Chinese surveillance system recognizes your emotions

Chinese surveillance system recognizes your emotions
Image by Szilárd Szabó from Pixabay

The technology was installed in the Xinjiang region, officially as a tool to be used in the fight against crime and terrorism.

At this week’s China Public Security Expo event in Shenzhen, the attention is focused on one technology in particular: the one that China is adopting in order to integrate the ability to recognize the emotions of framed people into its surveillance systems. A perspective that does not fail to make discussion.

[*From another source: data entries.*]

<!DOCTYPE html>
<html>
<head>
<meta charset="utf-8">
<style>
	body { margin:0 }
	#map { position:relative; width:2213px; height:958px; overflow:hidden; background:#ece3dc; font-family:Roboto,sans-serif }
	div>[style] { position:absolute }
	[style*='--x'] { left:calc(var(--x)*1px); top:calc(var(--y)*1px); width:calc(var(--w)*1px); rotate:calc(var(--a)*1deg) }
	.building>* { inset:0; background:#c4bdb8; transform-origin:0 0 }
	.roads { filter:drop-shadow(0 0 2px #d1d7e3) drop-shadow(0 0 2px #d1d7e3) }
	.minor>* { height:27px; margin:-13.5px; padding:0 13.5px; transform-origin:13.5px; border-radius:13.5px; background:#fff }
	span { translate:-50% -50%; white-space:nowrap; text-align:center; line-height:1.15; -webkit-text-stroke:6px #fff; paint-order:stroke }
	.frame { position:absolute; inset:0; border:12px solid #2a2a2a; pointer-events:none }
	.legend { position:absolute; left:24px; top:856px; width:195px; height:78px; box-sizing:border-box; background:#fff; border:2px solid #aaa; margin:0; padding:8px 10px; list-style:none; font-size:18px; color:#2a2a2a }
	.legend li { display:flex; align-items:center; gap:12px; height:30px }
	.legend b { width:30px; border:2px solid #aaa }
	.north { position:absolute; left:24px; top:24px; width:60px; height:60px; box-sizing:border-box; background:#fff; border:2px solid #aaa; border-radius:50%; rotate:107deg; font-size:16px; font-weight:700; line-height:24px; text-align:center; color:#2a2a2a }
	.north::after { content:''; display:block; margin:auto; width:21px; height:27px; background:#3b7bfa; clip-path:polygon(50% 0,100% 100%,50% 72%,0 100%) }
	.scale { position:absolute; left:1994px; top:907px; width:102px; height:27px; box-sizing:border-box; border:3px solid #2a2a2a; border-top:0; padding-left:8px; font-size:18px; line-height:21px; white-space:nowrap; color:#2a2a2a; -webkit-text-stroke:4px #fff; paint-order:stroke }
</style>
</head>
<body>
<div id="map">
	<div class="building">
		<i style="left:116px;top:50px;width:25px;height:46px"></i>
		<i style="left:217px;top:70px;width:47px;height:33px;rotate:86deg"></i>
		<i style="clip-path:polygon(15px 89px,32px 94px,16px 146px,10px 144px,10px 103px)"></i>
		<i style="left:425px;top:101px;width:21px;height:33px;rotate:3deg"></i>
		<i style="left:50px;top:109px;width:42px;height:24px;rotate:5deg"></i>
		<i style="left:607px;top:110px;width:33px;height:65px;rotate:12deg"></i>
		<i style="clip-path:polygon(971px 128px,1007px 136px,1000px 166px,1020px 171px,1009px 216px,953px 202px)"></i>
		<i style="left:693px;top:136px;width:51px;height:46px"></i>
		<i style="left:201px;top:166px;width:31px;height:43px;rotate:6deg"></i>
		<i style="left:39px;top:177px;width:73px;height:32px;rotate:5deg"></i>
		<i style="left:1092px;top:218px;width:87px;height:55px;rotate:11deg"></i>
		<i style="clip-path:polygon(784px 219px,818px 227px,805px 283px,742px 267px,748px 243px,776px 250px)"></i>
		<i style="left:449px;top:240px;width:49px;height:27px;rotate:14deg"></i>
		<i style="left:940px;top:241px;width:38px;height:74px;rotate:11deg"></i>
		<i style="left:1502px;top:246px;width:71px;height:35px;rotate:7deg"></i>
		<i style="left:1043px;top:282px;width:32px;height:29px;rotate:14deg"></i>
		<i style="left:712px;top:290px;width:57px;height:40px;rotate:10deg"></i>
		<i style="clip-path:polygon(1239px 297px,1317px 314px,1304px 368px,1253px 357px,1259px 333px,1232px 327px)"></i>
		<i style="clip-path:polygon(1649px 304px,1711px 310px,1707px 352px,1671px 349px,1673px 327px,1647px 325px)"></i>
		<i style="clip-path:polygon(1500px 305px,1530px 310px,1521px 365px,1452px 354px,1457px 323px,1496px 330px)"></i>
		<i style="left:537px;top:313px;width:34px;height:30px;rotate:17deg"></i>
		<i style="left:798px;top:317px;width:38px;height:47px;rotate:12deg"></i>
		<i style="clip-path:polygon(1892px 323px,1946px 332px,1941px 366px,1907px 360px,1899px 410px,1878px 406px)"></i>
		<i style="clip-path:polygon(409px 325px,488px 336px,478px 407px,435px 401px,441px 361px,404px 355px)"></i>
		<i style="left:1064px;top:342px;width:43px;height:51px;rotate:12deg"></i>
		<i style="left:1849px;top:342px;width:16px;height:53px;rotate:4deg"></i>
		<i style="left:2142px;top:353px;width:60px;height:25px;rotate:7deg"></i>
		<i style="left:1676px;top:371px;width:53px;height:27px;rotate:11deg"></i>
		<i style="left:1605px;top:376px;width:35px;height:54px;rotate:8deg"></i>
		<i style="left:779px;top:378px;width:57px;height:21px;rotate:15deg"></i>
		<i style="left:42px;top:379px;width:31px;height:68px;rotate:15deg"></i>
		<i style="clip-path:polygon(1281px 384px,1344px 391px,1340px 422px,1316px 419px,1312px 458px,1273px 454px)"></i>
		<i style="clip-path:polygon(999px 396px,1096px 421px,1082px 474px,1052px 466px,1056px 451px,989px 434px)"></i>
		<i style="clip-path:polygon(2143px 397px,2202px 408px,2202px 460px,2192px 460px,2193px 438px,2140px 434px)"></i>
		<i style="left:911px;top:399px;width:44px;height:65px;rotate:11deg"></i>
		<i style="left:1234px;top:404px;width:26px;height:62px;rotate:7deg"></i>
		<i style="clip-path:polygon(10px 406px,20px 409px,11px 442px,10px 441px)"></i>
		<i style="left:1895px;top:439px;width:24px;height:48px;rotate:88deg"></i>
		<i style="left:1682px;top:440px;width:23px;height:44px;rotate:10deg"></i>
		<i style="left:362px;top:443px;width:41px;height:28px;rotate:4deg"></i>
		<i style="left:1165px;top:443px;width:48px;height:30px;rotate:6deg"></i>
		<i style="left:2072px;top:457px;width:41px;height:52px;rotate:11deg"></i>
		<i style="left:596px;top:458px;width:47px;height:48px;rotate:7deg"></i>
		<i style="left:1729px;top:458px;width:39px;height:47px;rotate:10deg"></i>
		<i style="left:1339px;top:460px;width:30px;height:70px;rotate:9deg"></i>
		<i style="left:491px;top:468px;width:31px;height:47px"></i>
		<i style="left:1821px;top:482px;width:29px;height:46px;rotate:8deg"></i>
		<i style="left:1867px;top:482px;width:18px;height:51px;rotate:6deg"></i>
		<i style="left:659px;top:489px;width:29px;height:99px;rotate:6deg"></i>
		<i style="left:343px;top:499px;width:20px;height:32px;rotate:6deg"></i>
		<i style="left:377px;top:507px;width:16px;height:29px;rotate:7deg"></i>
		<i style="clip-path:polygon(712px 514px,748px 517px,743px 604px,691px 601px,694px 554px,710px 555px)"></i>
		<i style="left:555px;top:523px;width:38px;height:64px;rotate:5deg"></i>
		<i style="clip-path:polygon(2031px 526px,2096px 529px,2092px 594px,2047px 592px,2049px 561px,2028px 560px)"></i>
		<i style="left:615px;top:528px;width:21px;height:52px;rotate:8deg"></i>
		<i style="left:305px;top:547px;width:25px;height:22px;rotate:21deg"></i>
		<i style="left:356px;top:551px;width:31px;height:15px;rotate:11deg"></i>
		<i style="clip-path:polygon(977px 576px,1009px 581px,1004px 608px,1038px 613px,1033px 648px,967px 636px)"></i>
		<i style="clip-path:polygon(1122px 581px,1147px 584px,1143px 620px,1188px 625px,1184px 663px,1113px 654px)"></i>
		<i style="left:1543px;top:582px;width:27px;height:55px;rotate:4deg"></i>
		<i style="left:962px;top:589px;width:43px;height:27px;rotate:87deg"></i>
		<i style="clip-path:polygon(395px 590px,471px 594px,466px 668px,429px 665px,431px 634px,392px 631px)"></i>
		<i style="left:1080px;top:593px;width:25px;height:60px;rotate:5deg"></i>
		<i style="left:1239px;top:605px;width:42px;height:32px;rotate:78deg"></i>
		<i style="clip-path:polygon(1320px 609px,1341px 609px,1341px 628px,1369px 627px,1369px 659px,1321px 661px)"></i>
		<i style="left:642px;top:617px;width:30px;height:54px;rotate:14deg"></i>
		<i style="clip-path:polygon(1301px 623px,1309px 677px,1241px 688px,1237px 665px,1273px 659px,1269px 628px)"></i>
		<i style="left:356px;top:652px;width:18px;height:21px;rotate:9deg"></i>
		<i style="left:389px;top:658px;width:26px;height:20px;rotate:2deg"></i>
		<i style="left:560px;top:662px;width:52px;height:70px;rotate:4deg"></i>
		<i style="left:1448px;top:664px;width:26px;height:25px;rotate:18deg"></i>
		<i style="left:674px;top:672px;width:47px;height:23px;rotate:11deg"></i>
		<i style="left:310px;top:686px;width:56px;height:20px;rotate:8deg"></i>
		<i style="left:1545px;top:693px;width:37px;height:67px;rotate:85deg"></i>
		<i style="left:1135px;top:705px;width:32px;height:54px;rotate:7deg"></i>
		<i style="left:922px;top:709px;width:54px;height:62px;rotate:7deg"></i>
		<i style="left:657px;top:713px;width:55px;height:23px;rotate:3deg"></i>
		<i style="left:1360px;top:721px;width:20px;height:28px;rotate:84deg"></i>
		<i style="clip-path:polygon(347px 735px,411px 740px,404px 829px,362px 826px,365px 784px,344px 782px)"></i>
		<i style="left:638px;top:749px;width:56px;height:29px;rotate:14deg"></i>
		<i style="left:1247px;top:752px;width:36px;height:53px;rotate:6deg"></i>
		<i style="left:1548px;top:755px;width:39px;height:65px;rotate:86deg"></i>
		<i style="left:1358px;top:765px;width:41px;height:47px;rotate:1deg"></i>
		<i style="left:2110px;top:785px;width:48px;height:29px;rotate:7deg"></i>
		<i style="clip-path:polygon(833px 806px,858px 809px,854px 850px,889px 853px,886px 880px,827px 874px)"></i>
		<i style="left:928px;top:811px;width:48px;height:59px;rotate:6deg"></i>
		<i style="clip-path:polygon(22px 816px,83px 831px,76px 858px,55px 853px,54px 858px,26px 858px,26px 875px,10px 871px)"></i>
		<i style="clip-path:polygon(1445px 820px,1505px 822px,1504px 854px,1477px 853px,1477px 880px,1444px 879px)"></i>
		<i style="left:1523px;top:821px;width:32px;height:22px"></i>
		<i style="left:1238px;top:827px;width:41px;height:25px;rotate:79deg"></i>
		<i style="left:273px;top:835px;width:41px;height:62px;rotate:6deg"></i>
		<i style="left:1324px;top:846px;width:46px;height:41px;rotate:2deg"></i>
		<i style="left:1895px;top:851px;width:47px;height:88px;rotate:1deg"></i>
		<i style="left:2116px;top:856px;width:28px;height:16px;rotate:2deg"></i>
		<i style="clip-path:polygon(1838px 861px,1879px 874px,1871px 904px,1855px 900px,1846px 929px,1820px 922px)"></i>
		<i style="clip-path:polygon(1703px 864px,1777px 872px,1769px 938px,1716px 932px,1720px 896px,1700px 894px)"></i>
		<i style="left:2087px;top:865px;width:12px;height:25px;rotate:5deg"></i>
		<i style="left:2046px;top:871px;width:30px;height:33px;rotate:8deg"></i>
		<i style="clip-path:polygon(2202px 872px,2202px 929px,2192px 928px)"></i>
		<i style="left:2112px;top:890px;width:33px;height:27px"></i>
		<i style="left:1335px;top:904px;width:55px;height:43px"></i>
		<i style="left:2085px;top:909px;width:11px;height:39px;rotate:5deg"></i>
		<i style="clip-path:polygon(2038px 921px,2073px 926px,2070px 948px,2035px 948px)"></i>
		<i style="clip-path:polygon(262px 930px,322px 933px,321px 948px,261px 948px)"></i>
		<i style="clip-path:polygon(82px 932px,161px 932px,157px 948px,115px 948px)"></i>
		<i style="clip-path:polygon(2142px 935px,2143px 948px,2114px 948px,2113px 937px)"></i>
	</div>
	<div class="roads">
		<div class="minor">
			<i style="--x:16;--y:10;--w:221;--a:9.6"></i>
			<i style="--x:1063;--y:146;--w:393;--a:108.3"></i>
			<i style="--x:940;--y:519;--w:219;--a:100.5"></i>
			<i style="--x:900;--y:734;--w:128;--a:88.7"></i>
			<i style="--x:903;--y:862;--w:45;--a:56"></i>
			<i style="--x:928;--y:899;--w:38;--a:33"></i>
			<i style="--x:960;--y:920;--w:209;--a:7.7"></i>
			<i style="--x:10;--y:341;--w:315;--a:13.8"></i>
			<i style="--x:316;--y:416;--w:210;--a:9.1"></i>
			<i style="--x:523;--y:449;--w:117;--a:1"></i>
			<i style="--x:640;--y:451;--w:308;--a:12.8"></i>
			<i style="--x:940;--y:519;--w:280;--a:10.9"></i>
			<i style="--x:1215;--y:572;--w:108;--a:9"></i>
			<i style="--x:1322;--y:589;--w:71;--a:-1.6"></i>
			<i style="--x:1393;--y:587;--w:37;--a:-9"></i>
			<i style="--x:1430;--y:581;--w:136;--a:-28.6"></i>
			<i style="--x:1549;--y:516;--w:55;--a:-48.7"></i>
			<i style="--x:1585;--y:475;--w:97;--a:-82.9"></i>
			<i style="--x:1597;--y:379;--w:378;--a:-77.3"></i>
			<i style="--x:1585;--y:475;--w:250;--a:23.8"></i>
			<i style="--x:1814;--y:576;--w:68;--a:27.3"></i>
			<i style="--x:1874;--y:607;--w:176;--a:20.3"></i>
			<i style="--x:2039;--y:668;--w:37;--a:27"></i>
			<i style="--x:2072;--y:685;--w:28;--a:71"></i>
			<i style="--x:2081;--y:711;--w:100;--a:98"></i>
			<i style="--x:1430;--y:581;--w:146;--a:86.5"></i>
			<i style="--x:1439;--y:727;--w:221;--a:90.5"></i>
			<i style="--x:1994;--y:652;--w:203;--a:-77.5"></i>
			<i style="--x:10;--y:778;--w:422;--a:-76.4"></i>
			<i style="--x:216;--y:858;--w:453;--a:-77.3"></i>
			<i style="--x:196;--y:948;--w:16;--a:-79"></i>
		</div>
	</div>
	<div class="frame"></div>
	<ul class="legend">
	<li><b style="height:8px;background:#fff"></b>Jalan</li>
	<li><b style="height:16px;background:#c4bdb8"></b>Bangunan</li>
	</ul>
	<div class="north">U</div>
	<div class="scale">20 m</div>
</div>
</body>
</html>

Surveillance and emotions for China’s security

There are those who fear repercussions in terms of privacy and those who speak of algorithms that are still too immature to be considered reliable: according to some, they will not be ready for commercial use for at least the next three to five years. In any case, it was installed in the Xinjiang region inside airports and public transport stations with the official goal of countering crime and terrorism. The area was not chosen at random: there live (and in some cases are detained) ethnic minorities such as the Uighurs of the Islamic faith. The confirmation in the words of Li Xiaoyu, representative of the city of Altay, one of the centres involved in the project.

Using video recordings and emotion recognition technologiesit is possible to quickly identify criminal suspects by analyzing their mental state, in order to prevent illegal acts related to terrorism or smuggling. We have already started doing this.

AI is trained to detect signs of aggression, nervousness, stress levels and what the Chinese authorities call the “potential of a person to attack others”.

A business that also interests Huawei

Huawei is also present at the Shenzhen event, which has its headquarters in the city. The company expresses its willingness to have its say also in the field of security systems, as underlined by a statement by Michael Yang, a member of the committee that organized the event, thus entering into direct competition with already established players such as Hikvision and Dahua.

Huawei has participated in the event for a long time, but has only begun to develop this aspect of its business over the past two years.

They are echoed by the words of Yu Hi, head of the company’s Intelligent Video and Data Analytics division, with a reference to the potential of 5G networks for such uses.

We have a large growth margin. The market is already worth billions of dollars and I think it will soon increase again, in particular thanks to 5G.